# Something I tried tonight



## griz (Jan 9, 2006)

On my trip to Utah I made several large panoramas. One of them would print out to about 10 feet wide. They are all done with HDR 3 exposures per picture then stitched. Then brought into Vegas and using the panning controls made into a movie. Used the Cineform Codec on its high levels so the color is pretty true to the original pics. Still working on a longer version as I have a few of these to put together in a longer vid.






Griz


----------



## TexasCityDave (Mar 11, 2005)

Very nice. Good work.


----------



## griz (Jan 9, 2006)

*Thanks Dave*

Do you work in the Chemical plants Dave? My brother worked at Monsanto for years. Now he's in Saudi on a project.

Worked on a longer version last night. This has 4 different panorama's in it.






The last pano needs work.
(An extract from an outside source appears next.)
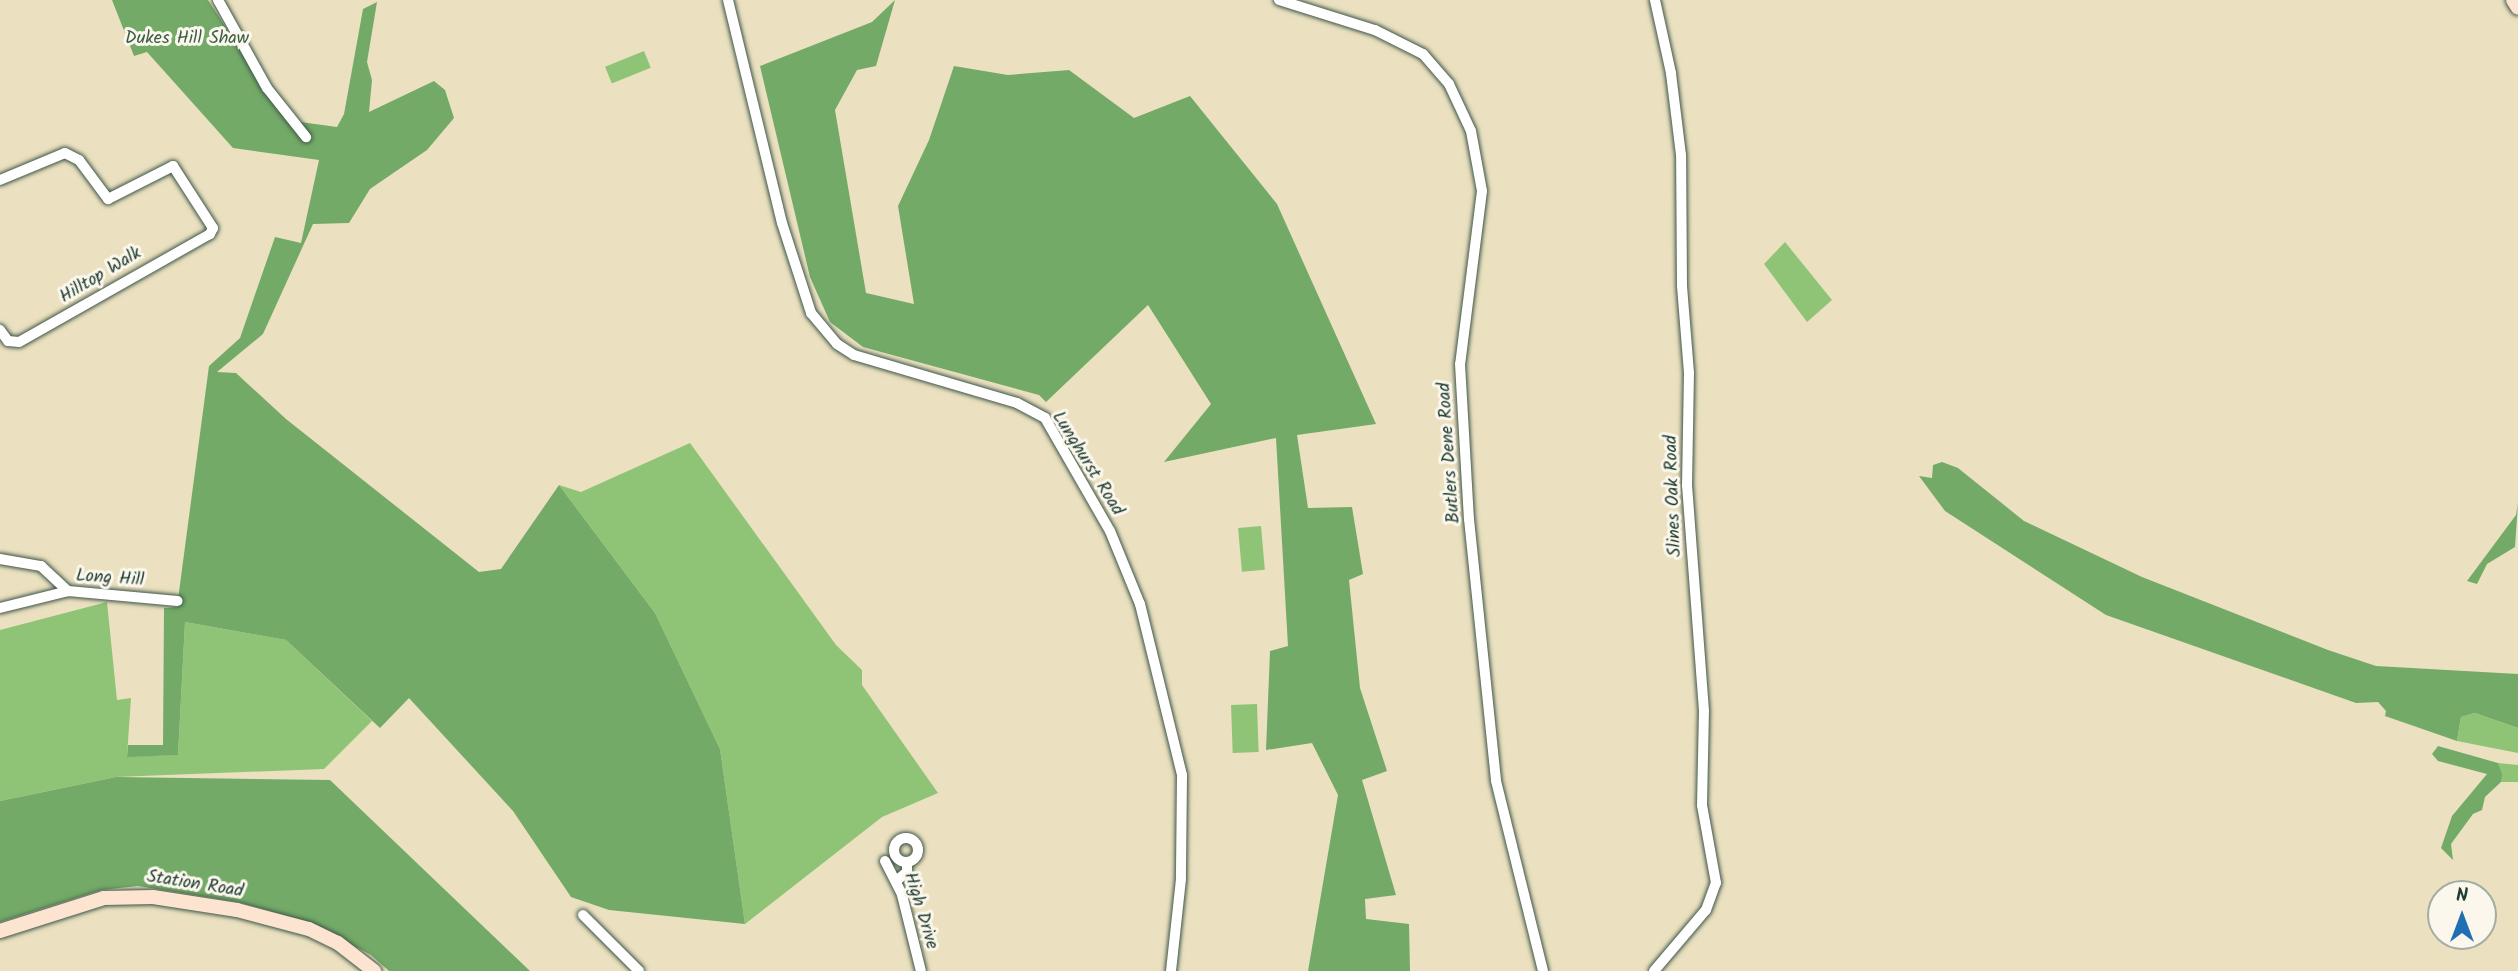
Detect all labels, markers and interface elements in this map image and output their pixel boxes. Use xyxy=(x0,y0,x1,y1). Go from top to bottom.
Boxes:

Didn't have the patience to wait any longer I wanted to see this stuff.

Griz


----------



## griz (Jan 9, 2006)

*Different technique*

This time I used a couple of trial versions of pro stitching software to redo one panorama and do another one from my stash of pics. The seams on these look a lot better to me. Although I did use tif's this time instead of Jpg's as these pro stitchers allowed you to use tif or even raw and output in raw.






Think I need to redo all of them with this stitcher and using the tif's out put in raw. I think that will look the best. This one program I looked at is pretty sweet. You turn this puppy loose on a directory full of images and it will find any HDR or Panoramas and put them together for you automatically. About 200 bucks though but its very professional. Kolor Autopan Pro 2.6. These were done with Photoshop essentials to do the tif then GigaPan Stitch which is much less than Kolor then back into Photoshop for final color correcting and levels. Pop the resulting panorama into your favorite video editor (most even the cheapest have panning automation ) Stretch out the time to match your music and set a keyframe at the beginning and end of your pan. The software will figure out the rest. I used Sony Vegas 11 Pro. I used the 10 bit Cineform codec to master the video using 4:4:4 color and its filmscan2 mode Demosaic type AdvDetail2. Then used TMPGEnc Video Mastering Works 5 to make that into MP4 using its cuda codecs.

Griz

Griz


----------



## TexasCityDave (Mar 11, 2005)

Griz,

I did my time (35 years) on the oil side. I did have several inlaws/outlaws work for Monsanto though.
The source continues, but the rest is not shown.